Bowling club sale to benefit community but some locals unhappy


THE SALE of Vogelmorn Bowling Club could put a million dollars into a community trust – but some locals would rather have the building.

The bowling club, put on the market two weeks ago, wound up earlier this year but residents are keen to keep it for the community.

Club Committee Treasurer Paul Burgess says all proceeds would go into a foundation.

The foundation would benefit the community and be used for scholarships or grants for sporting, art, or academic opportunities, he says.

But Vogeltown resident David Bagnall says the sale of the club would be a missed opportunity because the community lacks facilities.

The need for more space for social and educational activities in the community is great, says Mr Bagnall.

“We think there’s a far better outcome for the community than simply selling the property.”

The 1012 sq m property includes clubrooms and a separate two-bedroom cottage, both valued at $980,000 according to the Harcourts listing.

The site does not include the green however, which is owned by the Wellington City Council.

South Ward Councillor Paul Eagle says if the club is sold, the green could be used as additional space for the adjacent Vogelmorn Hall or for affordable housing options.
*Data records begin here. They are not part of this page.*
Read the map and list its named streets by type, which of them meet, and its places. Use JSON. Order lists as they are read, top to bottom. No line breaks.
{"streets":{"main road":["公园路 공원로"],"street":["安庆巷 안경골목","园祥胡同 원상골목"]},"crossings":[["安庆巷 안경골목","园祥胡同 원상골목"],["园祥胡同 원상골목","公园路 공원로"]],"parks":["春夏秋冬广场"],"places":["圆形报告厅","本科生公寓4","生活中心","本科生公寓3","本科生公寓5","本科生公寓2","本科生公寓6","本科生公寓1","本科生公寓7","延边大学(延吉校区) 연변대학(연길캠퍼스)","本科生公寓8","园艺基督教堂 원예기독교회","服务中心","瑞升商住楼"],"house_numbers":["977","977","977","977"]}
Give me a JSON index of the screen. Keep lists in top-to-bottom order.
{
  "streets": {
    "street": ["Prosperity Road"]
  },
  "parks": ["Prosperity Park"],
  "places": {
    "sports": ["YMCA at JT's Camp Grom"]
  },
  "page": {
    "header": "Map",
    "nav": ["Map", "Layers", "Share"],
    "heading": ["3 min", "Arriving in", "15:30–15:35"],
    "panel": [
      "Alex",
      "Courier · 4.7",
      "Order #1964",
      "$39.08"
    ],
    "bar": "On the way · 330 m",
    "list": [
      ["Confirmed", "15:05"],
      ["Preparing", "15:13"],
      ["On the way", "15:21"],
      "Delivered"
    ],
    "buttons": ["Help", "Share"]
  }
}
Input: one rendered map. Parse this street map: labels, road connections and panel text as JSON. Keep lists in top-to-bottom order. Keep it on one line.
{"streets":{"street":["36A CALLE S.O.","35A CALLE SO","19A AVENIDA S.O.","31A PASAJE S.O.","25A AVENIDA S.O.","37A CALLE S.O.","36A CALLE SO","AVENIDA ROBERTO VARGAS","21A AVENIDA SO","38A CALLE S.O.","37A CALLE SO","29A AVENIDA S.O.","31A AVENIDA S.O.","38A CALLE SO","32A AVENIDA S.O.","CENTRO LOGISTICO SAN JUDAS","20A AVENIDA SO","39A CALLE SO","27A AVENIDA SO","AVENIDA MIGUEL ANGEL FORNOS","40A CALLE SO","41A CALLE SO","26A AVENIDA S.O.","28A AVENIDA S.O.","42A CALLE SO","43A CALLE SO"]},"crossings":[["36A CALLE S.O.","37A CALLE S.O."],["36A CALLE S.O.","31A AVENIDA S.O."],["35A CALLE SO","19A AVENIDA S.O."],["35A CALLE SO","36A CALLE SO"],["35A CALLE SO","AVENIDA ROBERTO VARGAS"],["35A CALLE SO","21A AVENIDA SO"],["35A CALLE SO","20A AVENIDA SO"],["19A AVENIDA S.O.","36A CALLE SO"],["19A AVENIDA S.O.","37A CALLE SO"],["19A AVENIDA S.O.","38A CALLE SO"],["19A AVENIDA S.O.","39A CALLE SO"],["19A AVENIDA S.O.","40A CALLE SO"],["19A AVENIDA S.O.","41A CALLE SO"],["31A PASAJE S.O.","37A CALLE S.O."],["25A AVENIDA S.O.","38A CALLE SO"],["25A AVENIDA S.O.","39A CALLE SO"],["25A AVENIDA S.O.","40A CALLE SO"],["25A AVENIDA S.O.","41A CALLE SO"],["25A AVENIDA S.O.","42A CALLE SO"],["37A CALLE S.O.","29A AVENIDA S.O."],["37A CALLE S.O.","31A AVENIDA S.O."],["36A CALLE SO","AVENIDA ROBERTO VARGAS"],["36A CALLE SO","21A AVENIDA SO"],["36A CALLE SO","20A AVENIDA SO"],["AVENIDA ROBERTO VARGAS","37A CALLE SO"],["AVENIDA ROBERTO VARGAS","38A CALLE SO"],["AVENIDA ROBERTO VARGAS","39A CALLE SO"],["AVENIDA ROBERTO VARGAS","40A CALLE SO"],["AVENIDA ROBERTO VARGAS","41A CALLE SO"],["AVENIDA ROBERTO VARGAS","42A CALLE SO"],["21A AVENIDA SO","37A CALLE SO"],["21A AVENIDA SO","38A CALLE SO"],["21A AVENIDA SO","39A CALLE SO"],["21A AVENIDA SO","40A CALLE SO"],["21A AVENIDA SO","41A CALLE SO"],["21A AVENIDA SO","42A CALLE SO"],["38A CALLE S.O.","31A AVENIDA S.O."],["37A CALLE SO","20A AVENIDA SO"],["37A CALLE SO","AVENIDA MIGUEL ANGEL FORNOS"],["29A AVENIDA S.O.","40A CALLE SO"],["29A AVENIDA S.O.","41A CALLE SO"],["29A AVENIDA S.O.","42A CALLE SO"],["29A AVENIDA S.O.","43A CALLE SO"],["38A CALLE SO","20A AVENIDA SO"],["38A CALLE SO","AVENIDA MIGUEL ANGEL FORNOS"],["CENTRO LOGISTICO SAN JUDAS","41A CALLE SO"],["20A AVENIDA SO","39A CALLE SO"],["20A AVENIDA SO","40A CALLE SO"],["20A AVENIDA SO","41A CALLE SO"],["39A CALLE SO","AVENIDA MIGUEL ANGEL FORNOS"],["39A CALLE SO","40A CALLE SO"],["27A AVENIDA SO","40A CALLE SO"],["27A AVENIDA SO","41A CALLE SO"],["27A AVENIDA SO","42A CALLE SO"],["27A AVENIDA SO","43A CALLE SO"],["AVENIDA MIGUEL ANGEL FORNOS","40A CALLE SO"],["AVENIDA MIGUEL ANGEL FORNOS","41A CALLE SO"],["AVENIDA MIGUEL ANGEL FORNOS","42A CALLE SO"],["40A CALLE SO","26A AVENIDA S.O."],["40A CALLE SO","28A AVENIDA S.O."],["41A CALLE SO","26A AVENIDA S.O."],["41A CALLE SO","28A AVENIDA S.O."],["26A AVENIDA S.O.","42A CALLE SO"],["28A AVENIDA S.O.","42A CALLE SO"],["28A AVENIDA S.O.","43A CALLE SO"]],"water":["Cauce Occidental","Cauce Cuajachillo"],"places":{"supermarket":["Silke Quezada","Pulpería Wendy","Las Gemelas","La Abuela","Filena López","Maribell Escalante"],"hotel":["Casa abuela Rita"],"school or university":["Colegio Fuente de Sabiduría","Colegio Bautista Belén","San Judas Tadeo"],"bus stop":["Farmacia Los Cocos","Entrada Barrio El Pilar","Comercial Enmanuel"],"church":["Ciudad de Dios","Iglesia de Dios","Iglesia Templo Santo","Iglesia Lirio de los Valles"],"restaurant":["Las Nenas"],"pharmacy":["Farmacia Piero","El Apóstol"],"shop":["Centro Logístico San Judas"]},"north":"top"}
But Mr Eagle would like to see the club retained as a community facility and is looking into options that include buying the property.

“I think the key priority is to try and secure the purchase of it,” he says.

But he says any sale of the club will not affect the Vogelmorn Hall.

The hall was to be sold off in 2012 by the council but backed down after residents opposed the sale.

“It’s not going anywhere,” Mr Eagle says.

The bowls club committee has heard the residents’ concerns.

“We let them hold an open day. They’ve had meetings down in Brooklyn Village, and they’ve had meetings in the community hall here,” says Mr Burgess.

But he says the council will no longer lease the green to them because the council says it is underutilised.

“Without a green, we don’t have a bowling club.”

Mr Burgess also says ongoing costs like insurance, maintenance, rates, utilities, and earthquake repair costs have all contributed to the decision to sell.

As well as a local resident, Mr Bagnall is involved in the Kaka Project, a community-led consultation group that looks at community facilities in the wider Brooklyn area.

The group has met with both the city council and the bowling club committee about saving the club.

There are various people in the artistic community interested in being tenants and using it for rehearsal and workspace, says Mr Bagnall.

The club could be used for wedding receptions and other occasions, which can generate income, he says.

“That’s what we’re suggesting, there could be an underlying tenancy agreement providing for flexible community use space.”

Another local resident, Jo Randerson runs a drama company which uses the club for storage and rehearsing.

“For us it’s been great because it’s created a space that otherwise wasn’t there,” she says.

Mrs Randerson would like to see the space shared by a variety of groups in a way which brings people together in the community.

Grants are great, but they would most likely just use the money to rent space, she says.

The bowling club committee says membership started falling about 10 years ago.

“All clubs are struggling because no one wants to belong. It’s not a case of bowls are dying, it’s a case of all clubs are dying,” says club committee member Paul Hooper.

Everyone belonged to clubs and gave up their time and weekends for it but these days nobody wants to belong, he says.

“Society has changed,” says Mr Burgess.